The present invention relates to a method for producing an optical transmitting and detecting device including a light-emitting transmitting element as well as a detecting element to convert this light into an electrical quantity, the transmitting and detecting element being incorporated into a silicon substrate.
A known approach exists in which this type of transmitting and detecting system is arranged sequentially on a frame to form an optocoupler, but the approach is complex due to the associated process of bending and precise assignment. Electrical insulation is created between the transmitting and detecting systems by providing, for example, an intermediary plastic or lacquer or similarly optically-transparent material.
The publication by S. M. Sze, Physics of Semiconductor Devices, 2nd edition, page 699 discloses an optocoupler which has an LED as the optical transmitting element and a silicon phototransistor as the light detector arranged on both sides of a glass insulator.
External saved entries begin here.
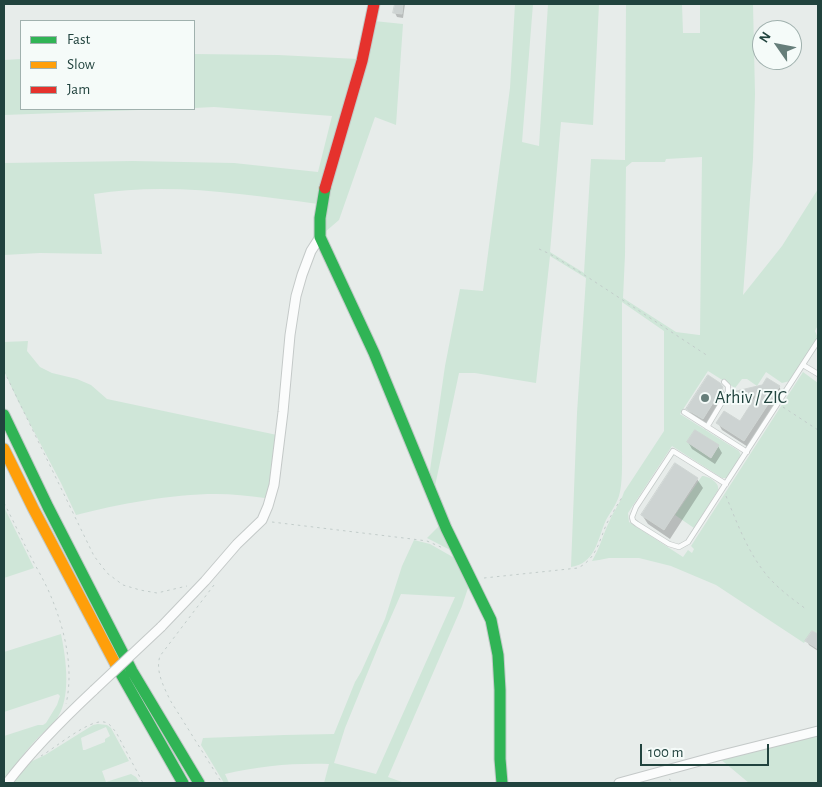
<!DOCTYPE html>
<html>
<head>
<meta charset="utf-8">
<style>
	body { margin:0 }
	#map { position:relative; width:822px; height:787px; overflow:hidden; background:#e7ecea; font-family:"Alegreya Sans",sans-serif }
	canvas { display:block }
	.frame { position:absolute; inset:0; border:5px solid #21433e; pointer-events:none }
	.legend { position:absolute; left:20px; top:20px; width:175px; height:90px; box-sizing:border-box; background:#f5fbf9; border:1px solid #a0b1ae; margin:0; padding:6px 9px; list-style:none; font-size:15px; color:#21433e }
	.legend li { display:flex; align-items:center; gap:10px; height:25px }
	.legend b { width:25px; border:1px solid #a0b1ae }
	.north { position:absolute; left:752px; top:20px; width:50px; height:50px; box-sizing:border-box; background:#f5fbf9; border:1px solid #a0b1ae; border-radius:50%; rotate:303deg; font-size:14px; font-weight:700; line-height:20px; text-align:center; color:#21433e }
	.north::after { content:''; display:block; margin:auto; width:18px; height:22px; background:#667e7a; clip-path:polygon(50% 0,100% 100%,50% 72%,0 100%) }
	.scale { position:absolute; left:640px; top:744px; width:129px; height:22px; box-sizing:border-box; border:2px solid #21433e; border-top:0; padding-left:6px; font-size:15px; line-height:18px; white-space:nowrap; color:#21433e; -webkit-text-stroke:4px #f5fbf9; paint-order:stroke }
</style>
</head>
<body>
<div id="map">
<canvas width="822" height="787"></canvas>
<div class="frame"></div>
<ul class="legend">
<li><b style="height:6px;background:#30b455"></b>Fast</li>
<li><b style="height:6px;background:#ff9f0a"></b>Slow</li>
<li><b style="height:6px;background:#e5322d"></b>Jam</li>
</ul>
<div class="north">N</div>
<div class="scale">100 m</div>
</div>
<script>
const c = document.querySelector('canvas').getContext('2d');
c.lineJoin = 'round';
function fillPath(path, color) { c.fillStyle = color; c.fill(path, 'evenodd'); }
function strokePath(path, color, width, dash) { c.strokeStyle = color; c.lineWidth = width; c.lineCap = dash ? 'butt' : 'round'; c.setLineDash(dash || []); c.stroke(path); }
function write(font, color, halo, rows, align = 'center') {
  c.font = font + ' "Alegreya Sans",sans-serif'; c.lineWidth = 4; c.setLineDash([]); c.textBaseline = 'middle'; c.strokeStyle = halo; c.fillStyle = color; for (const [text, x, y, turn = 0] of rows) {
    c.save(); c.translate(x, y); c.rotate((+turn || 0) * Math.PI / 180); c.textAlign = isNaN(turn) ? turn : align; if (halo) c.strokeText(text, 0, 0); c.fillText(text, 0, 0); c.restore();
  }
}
const green = new Path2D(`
	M515,4H533L522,142L539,146L548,4H599L593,125L561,122L550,252L584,273L591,159L625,160L626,4H682L683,33H700V4H753L755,94L753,159L743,295L782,246L818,189V325L815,331L818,338L790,381L782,383L766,372L757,386L747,379H742L735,388L708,371L680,414L739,451L741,456L727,478H722L672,446L628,513L629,522L683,557L688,550L692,553L694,549L691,546L803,372L818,383V634L812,631L804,643L716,585L671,566L639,558H609L599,560L592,561C600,548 603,534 610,520C614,510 621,502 624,492L664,431V331L622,302V446C622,459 623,484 619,496C616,505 610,513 606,520C597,540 596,563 571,567L577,413L586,278L550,256L536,383L475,373H459L435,486L429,477L445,366L460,289L483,291L510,88ZM702,157L700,335H699L676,332L623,298L625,255L626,167L632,162H665L666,159Z
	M374,21L403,24L396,125L375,117L339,220L325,232L327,197Z
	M194,54L278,55L358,59L318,204C244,194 168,182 94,194L102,254L40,253L4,255V163L133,161L234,163L318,172L332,116L214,107L194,108Z
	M21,59V109H165L4,115V60Z
	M28,341L27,351L40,367L52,373L77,379L91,385L107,399L277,435L269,487L265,498C249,496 232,494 216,494C171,494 119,504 76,515L61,483L18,401L4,371V342Z
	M702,476C709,476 720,483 718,490L694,528L675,515Z
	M4,507L34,568L4,578Z
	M441,524L454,552L427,538Z
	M414,540L430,544L458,560L470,582L462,606L388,777L402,782V783H324L329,764C293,763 259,766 225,774L229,783H224L201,745L203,738L284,735L334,734L355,682L361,672L385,619L402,566ZM401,594L455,597L376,774L334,763L345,728L383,635Z
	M61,634C66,658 72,699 56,720C49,728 41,734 34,742C23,754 13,768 4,781V736L38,725H43L46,723L57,705L60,696L58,694L4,712V652Z
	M98,724L107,725L111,728L129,761L102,771L106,782L131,774L136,777L140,783H12L28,763L45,755L93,725ZM106,727L110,736L105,739V742L85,750H83L81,738L83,737Z
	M818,733V783H749L719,758Z`);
const shadow = new Path2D(`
	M396,4H405L403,18L397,17L395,13Z
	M779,386L782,393L748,447L722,430L718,423H740L754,401L737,399L733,393Z
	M722,388L726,395L707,425L692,415L688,409Z
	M688,442L718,446L722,453L715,464L692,449Z
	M697,479L703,488L670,539L648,524L642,515Z
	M813,632L818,636V651L809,645L807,641Z`);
const building = new Path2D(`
	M395,4H403L402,14L393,13Z
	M708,375L720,383L723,387L703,419L686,409Z
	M767,378L780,386L744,441L716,423L724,411L740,421L756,396L732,393V392L762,385Z
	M695,430L719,445L711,458L687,442Z
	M675,463L698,478L664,530L641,515Z
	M812,631L818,634V649L805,641Z`);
const path = new Path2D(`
	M539,249L550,254L586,276L708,356
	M4,371L94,556L107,573L123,585L140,590L157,593L187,586
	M783,407L818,430
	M726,496C737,523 747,550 765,573C776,587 791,598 806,609
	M4,503C14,522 23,542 33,561C40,574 47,586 52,599C65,631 74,669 66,704
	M272,522L412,539L427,541L443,548
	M484,578L578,568C597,558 599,541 607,523C612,514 617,505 623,496
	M214,585L160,656C155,671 164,687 170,700L222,783
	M41,756C55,748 89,719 104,722C110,723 112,728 116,732L143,783
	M669,779L675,783`);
const lane = new Path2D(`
	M803,365L818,374
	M684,412L747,452
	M707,427L728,392V386L724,382
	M726,484L673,451L636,507L632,517L633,521L637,524L669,544L679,547L688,542L818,341`);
const street = new Path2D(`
	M161,627L205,581L237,544L262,520L268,506L274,485L283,412L290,335L296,296L302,275L311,251L320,237
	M7,783C33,749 63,719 94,690
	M619,783L718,756L818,731`);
const fast = new Path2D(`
	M325,188L320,218V237L374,353L446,528L491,620L498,655L500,690V759L502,783
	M4,415L48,507L132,671L199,783
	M116,665L183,783`);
const slow = new Path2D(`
	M4,449L33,508L116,665`);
const jam = new Path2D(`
	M325,188L362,61L374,4`);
const streetBridge = new Path2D(`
	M94,690L161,627`);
const markers = [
	[705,398,5,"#667e7a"]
];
const poiNames = [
	["Arhiv / ZIC",715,398]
];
fillPath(green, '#cfe6d8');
fillPath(shadow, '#0003');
fillPath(building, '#cdd3d2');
strokePath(building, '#cfd5d3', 1);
strokePath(lane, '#c4c9c8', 6);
strokePath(street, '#c4c9c8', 11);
strokePath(fast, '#c2cac8', 13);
strokePath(slow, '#c2cac8', 13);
strokePath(jam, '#c2cac8', 13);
strokePath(path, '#c2ccca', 1, [2.5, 4]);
strokePath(lane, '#fbfcfc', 4.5);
strokePath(street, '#fbfcfc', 9);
strokePath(fast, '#30b455', 11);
strokePath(slow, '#ff9f0a', 11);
strokePath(jam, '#e5322d', 11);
strokePath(streetBridge, '#c4c9c8', 11, []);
strokePath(streetBridge, '#fbfcfc', 9);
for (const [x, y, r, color] of markers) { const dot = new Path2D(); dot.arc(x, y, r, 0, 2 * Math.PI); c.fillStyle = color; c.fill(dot); strokePath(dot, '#f5fbf9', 2); }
write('18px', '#21433e', '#f5fbf9', poiNames, 'left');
</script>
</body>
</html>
Here again, a complex assembly technology is required both for production and for aligning an optical coupling which significantly affects the cost of production.
Optical transmitting elements (LEDs) are constructed on the basis of gallium arsenide, gallium arsenide phosphide, or gallium phosphide due in part to the high efficiency achieved. However, a disadvantage of these compound semiconductors is their poor mechanical properties in comparison to silicon, as well as the problem of integration into silicon-based systems.
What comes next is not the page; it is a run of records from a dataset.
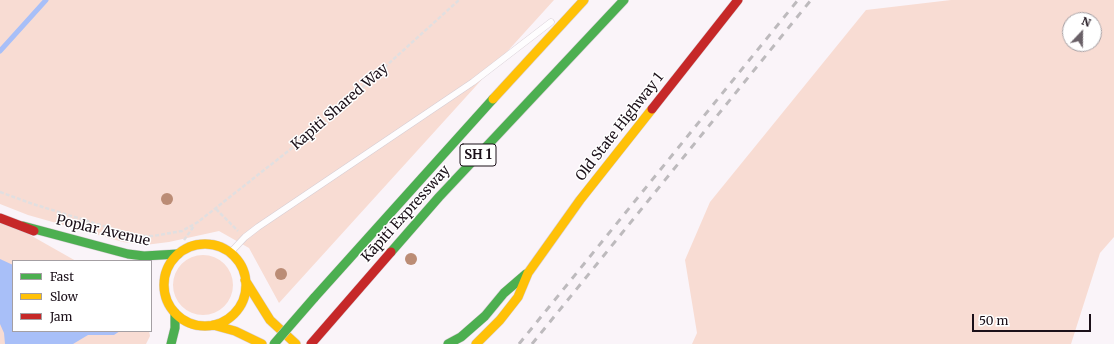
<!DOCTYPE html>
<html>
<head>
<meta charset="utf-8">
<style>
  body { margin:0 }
  #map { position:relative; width:1114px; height:344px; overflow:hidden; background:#faf4f9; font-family:Merriweather,serif }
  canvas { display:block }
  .legend { position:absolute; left:12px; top:260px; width:140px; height:72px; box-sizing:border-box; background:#fff; border:1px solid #a49fa3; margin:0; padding:5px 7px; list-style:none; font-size:12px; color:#1b1019 }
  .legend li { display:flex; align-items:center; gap:8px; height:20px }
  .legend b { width:20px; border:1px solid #a49fa3 }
  .north { position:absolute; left:1062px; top:12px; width:40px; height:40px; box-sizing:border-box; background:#fff; border:1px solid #a49fa3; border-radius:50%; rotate:22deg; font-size:11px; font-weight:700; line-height:16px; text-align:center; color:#1b1019 }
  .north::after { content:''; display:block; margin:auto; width:14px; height:18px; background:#696067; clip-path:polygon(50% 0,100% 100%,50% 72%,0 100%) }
  .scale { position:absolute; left:972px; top:314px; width:119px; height:18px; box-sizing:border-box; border:2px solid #1b1019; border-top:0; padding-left:5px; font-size:12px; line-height:14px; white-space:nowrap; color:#1b1019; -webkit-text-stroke:3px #fff; paint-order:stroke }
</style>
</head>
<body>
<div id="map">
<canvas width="1114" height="344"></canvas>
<ul class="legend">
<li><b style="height:5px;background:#4caf50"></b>Fast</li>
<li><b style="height:5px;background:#ffc107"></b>Slow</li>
<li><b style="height:5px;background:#c62828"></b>Jam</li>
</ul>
<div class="north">N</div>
<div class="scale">50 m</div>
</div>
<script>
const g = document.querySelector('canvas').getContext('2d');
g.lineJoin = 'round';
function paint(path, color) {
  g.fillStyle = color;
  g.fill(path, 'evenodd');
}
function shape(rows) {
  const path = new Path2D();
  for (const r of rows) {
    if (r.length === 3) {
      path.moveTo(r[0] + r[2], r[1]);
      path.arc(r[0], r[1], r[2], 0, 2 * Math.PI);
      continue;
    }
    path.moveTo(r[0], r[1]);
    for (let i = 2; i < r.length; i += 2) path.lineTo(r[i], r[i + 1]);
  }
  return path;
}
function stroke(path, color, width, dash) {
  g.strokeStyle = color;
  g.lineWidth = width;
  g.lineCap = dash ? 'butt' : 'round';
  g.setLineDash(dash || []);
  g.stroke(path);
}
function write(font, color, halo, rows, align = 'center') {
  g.font = font + ' Merriweather,serif';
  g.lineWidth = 3;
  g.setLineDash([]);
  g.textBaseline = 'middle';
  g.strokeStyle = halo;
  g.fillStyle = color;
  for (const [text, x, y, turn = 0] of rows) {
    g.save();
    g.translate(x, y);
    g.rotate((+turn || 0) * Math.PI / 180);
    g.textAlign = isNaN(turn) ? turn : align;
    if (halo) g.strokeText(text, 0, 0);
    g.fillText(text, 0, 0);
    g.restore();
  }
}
paint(shape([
  [0,0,554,0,279,303,249,248,219,231,169,242,145,245,123,242,28,215,0,204],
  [951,0,1114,0,1114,237,1100,253,1071,344,692,344,697,333,685,260,710,202,866,10],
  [1070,20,1094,20,1094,44,1070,44],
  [0,218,76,261,13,261,13,331,149,331,150,336,146,344,0,344],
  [203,285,30]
]), '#f8dcd3');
paint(shape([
  [0,259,13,265,13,331,120,331,114,335,88,335,73,344,5,344,4,333,0,324]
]), '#a8bff8');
stroke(shape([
  [0,51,46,0]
]), '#a8bff8', 5);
const lane = shape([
  [230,253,245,237,258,227,473,82,551,22]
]);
const fast = shape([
  [23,226,128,254,144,256,178,254],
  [391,252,439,197,624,0],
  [314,298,493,99],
  [171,344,175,328,175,313],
  [448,344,461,337,485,316,504,293,526,274]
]);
const slow = shape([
  [493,99,584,0],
  [205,285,41],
  [245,280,270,320,296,344],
  [213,325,235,331,262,344],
  [476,344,500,320,518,297,528,273,580,200,652,109]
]);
const jam = shape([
  [652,109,738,0],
  [0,218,34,231],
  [311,344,391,252]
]);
stroke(lane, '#d7ced5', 7);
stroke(fast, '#d7ced5', 10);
stroke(slow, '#d7ced5', 10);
stroke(jam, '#d7ced5', 10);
stroke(shape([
  [0,192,33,204,123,232,140,236,153,236,182,231,198,222,315,130,459,0],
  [216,209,238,231],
  [184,240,194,226]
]), '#e1dfe0', 2.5, [4, 2]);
stroke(lane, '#fefdfe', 6);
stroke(fast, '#4caf50', 9);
stroke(slow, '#ffc107', 9);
stroke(jam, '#c62828', 9);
stroke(shape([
  [519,344,798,0],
  [532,344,811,0]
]), '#bdbabd', 3, [7, 7]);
const fastBridge = shape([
  [274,344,314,298]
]);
stroke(fastBridge, '#d4d0d3', 10, []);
stroke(fastBridge, '#4caf50', 9);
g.fillStyle = '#bb8c75';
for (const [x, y] of [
  [167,199],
  [411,259],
  [281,274]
]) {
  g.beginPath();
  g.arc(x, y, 6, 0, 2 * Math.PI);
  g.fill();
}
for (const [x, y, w] of [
  [478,155,36]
]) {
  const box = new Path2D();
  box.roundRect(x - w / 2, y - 11, w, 22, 3);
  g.fillStyle = '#fff';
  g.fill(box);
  stroke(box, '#1b1019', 1);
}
write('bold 13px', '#1b1019', null, [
  ["SH 1",478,155]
]);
write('14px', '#1b1019', '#fff', [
  ["Kapiti Shared Way",340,107,-41],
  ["Old State Highway 1",620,127,-52],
  ["Kāpiti Expressway",406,214,-48],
  ["Poplar Avenue",103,231,13]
]);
</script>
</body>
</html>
To integrate optical systems based on GaAs, GaAsP, or GaP, the approach has also been suggested of incorporating a receptacle recess in the silicon substrate in which the optical system is then inserted and, for example, joined to the silicon system by bonding. An optical link can then be created, for example, by lateral emission from the optical gallium arsenide system to the silicon system. This approach too requires a complex assembly technology.
The publication Sensors and Actuators A 31 (1992) pp. 229-240 discloses an optocoupler in which the light source is an avalanche silicon diode. The optocoupler has arranged adjacent to one another on a substrate the avalanche diode as the light source and the light detector in the form of a photodiode. This arrangement requires a comparatively large chip surface area. In addition, the transmitter and detector are not dielectrically separated. Finally, certain measures are required to facilitate the lowest-possible-loss transmission of light between the transmitter and the detector another factor increasing the complexity of production.
Therefore, there is a need for a relatively low cost optical transmitting and detecting device, as well as a device that utilizes a relatively small amount of chip area, and a method of producing such a device.